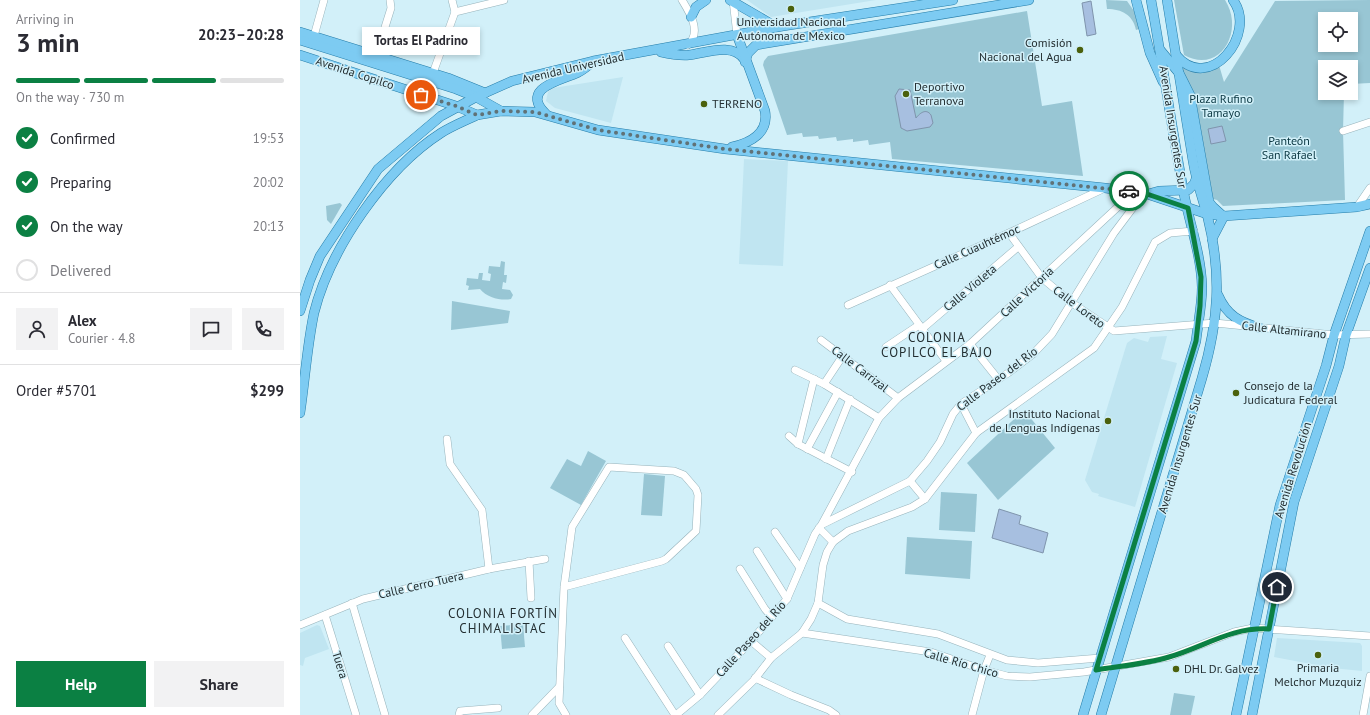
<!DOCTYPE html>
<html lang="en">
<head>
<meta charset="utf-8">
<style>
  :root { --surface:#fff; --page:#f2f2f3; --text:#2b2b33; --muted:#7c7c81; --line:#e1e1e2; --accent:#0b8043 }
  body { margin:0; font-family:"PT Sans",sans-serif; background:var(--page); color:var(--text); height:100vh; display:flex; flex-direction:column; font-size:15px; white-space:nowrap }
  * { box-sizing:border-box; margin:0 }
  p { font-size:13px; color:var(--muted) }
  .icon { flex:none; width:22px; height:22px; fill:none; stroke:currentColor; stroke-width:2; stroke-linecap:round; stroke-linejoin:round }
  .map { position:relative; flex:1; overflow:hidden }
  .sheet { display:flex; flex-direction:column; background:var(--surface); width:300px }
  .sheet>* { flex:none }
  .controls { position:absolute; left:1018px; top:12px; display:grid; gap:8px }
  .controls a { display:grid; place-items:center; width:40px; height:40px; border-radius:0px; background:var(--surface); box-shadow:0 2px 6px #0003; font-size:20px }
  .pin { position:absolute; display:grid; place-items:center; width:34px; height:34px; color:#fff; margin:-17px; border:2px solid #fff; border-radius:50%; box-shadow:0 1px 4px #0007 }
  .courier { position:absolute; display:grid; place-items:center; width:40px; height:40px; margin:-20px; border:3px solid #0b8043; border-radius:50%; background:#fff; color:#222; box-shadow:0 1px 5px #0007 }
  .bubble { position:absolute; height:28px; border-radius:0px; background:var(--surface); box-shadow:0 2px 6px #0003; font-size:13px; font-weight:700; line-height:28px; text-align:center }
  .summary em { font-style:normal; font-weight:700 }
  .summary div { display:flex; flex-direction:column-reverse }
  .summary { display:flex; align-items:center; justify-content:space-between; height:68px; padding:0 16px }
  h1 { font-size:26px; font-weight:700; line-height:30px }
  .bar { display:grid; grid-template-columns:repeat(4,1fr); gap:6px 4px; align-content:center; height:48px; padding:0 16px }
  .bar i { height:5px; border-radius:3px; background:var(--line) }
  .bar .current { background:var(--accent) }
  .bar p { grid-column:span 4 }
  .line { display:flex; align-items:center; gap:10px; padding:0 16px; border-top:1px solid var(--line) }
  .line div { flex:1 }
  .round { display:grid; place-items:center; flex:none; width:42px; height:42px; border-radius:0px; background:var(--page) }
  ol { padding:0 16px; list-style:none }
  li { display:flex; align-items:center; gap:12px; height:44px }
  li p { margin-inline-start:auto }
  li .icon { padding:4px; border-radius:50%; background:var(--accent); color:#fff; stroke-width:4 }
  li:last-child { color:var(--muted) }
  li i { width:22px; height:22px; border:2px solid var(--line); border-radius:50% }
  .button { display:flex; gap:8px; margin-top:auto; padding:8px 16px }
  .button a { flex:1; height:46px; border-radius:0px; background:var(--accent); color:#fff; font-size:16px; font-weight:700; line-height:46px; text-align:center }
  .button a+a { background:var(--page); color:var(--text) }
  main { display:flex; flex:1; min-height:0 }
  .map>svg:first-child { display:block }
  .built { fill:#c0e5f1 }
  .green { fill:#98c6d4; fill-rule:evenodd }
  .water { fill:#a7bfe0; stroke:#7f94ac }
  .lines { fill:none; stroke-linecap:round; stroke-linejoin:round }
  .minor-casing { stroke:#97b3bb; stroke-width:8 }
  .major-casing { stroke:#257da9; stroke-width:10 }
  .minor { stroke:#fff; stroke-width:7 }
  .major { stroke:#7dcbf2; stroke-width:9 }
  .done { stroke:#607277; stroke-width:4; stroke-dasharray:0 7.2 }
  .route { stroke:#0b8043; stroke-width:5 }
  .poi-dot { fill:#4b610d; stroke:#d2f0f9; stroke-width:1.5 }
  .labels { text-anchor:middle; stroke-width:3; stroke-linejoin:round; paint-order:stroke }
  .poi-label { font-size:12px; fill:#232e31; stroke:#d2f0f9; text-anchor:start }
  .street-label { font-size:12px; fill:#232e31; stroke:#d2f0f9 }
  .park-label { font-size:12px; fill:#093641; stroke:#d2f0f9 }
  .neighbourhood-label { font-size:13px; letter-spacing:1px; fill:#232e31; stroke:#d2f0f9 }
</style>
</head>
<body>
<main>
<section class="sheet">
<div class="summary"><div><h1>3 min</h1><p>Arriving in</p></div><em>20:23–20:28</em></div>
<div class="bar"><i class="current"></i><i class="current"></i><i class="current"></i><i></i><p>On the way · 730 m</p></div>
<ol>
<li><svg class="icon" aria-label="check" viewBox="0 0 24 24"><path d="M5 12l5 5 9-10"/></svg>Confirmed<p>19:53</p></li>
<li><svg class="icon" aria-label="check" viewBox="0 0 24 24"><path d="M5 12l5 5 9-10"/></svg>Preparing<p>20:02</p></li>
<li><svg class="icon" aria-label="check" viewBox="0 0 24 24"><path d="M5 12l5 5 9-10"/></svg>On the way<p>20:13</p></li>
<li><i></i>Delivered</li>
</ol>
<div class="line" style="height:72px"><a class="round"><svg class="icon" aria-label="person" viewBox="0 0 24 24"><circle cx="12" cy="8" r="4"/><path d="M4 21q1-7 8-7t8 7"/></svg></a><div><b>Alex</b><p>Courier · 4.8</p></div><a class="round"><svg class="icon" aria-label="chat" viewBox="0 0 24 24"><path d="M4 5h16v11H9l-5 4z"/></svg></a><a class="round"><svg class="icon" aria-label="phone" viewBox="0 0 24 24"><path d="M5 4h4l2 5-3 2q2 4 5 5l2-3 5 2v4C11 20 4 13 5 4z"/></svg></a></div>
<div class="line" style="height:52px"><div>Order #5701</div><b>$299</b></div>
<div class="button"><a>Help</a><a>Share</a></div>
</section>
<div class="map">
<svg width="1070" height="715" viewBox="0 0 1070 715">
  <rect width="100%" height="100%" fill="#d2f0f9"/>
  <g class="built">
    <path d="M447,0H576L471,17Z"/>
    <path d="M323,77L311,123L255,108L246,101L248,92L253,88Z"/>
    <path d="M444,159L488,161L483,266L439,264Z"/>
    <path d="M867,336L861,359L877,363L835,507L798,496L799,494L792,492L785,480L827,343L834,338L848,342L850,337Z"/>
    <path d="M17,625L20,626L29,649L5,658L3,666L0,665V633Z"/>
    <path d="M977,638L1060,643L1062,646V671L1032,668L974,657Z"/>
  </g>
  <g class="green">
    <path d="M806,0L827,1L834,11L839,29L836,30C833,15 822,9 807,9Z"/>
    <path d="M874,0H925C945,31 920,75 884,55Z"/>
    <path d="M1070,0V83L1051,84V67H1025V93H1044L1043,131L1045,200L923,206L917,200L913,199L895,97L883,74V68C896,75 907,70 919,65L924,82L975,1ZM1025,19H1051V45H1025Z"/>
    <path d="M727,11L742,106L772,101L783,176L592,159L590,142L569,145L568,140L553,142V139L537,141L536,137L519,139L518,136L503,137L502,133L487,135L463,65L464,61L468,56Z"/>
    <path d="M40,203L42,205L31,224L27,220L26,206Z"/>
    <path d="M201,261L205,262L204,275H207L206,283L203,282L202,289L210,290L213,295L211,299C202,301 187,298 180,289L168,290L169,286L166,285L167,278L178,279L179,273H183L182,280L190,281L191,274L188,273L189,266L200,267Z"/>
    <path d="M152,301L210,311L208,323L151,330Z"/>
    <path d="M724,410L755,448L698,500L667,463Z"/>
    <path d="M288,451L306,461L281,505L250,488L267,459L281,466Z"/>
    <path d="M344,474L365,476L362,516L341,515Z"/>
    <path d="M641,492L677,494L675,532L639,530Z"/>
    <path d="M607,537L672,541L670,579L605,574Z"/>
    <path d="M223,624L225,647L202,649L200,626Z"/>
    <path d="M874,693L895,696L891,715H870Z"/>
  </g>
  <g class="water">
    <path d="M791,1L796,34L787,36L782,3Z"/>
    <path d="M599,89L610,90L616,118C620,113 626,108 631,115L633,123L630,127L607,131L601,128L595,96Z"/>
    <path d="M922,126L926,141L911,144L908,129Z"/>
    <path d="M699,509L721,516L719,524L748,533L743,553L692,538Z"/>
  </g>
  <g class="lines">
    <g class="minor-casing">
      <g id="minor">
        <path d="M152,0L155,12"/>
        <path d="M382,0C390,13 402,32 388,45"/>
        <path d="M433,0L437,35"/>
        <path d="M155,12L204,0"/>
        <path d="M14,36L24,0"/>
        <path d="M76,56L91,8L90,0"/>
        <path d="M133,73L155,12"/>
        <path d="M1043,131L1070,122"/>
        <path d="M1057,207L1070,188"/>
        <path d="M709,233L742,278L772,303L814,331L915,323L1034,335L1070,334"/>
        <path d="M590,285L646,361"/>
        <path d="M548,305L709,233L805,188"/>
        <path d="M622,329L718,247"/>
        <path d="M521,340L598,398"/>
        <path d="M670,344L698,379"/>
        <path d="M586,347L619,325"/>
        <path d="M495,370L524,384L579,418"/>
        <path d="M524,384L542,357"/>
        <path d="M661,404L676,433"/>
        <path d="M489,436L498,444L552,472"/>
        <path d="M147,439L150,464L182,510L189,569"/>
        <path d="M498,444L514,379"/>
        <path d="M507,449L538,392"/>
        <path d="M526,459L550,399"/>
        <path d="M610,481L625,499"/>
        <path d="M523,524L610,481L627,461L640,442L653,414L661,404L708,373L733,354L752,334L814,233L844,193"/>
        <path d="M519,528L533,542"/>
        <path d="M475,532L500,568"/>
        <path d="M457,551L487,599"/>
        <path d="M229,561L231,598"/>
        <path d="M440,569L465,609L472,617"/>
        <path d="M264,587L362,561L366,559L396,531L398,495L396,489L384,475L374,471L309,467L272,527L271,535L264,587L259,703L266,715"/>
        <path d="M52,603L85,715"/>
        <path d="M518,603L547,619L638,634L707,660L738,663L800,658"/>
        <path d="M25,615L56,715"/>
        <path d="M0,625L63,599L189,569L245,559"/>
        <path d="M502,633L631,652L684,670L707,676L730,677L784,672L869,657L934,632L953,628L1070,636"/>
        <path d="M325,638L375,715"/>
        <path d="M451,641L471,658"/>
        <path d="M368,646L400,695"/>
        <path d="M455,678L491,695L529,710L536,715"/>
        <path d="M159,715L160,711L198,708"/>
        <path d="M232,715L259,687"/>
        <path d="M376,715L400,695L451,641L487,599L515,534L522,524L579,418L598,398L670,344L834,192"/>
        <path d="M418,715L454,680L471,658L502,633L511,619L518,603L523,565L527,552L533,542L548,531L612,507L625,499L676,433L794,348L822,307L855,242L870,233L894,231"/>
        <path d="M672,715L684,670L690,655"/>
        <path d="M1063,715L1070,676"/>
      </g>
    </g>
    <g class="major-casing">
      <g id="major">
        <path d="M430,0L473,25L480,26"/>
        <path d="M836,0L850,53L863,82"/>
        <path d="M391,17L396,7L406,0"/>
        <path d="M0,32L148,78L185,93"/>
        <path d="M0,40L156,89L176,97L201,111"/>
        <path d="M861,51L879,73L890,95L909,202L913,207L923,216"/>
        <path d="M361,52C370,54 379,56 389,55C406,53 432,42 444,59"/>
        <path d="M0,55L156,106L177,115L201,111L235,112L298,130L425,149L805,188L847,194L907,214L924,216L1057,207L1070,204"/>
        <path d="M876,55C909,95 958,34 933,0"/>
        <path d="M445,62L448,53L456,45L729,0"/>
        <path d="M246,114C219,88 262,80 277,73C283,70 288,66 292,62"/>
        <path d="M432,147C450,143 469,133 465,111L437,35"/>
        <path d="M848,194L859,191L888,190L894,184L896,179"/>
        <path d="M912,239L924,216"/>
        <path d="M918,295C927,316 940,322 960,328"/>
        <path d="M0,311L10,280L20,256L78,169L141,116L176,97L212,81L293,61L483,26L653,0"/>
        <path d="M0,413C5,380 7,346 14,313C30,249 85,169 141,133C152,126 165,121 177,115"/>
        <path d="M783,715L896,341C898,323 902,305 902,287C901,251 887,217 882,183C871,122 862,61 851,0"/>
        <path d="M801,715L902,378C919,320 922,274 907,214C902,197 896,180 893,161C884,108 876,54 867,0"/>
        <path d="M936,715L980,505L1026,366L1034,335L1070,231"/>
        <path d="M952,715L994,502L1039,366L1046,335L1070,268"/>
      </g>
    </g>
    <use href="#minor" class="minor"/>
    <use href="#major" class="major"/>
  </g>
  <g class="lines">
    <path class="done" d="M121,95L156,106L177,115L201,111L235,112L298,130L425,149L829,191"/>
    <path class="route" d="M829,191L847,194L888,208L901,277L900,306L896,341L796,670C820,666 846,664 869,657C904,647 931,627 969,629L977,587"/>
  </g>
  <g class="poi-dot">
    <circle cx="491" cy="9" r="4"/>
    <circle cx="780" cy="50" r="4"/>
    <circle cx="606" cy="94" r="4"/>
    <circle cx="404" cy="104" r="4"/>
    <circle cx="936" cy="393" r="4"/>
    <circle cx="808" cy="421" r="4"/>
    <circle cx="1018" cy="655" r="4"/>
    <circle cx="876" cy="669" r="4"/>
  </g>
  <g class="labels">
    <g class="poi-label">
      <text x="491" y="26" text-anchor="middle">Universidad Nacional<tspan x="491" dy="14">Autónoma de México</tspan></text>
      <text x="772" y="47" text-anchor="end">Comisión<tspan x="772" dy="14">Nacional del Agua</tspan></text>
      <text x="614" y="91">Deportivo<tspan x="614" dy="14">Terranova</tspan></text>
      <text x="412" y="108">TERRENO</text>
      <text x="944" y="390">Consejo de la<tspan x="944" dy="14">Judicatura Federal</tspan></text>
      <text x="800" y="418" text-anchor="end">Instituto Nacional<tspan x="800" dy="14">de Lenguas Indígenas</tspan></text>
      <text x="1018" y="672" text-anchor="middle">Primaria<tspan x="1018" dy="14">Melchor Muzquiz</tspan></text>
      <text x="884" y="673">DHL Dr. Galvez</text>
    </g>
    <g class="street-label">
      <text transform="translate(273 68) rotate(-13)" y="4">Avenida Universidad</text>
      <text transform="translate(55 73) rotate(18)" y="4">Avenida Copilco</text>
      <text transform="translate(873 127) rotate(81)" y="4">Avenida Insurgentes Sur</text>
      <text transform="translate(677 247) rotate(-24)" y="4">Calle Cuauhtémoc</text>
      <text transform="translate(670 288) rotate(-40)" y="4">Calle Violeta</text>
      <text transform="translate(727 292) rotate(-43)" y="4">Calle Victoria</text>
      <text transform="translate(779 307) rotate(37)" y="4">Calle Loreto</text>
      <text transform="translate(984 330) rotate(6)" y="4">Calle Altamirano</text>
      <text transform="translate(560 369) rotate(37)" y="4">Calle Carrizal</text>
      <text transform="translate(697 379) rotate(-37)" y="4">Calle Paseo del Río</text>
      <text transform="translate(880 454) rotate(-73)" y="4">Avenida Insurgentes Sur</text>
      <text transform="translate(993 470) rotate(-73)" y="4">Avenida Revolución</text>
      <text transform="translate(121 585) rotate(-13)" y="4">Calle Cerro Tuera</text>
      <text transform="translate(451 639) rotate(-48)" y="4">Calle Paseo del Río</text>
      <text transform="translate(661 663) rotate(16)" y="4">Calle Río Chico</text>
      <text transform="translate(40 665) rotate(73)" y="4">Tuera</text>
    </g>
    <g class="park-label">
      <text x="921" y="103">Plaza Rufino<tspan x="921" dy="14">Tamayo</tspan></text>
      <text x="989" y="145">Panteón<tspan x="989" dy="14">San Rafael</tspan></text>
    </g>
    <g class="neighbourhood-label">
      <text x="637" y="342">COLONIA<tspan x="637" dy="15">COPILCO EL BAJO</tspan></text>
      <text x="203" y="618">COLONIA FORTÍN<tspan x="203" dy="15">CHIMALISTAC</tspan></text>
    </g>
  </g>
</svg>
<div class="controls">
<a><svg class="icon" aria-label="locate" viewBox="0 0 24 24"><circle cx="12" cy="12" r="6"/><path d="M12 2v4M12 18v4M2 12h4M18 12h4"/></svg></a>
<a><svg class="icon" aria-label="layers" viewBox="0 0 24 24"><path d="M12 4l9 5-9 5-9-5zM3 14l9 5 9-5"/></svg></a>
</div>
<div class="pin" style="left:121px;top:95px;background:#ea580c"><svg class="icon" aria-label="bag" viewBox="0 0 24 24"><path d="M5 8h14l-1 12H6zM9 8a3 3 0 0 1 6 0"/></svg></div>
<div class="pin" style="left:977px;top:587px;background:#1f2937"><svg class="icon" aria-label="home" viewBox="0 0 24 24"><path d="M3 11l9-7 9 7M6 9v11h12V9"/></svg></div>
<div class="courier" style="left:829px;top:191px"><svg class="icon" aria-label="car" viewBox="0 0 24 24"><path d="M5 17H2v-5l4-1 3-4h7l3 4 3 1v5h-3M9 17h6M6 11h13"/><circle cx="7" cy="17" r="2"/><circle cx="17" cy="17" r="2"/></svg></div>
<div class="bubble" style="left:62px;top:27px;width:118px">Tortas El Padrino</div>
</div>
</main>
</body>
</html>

_EXERCISE OBJECTIVE_. What you give back must be exactly the lines from the opening line of the entries through the line holding "--surface:#fff; --page:#f2f2f3; --text:#2b2b33;", with no pictures.

_TASK SOLUTION_.
<!DOCTYPE html>
<html lang="en">
<head>
<meta charset="utf-8">
<style>
  :root { --surface:#fff; --page:#f2f2f3; --text:#2b2b33; --muted:#7c7c81; --line:#e1e1e2; --accent:#0b8043 }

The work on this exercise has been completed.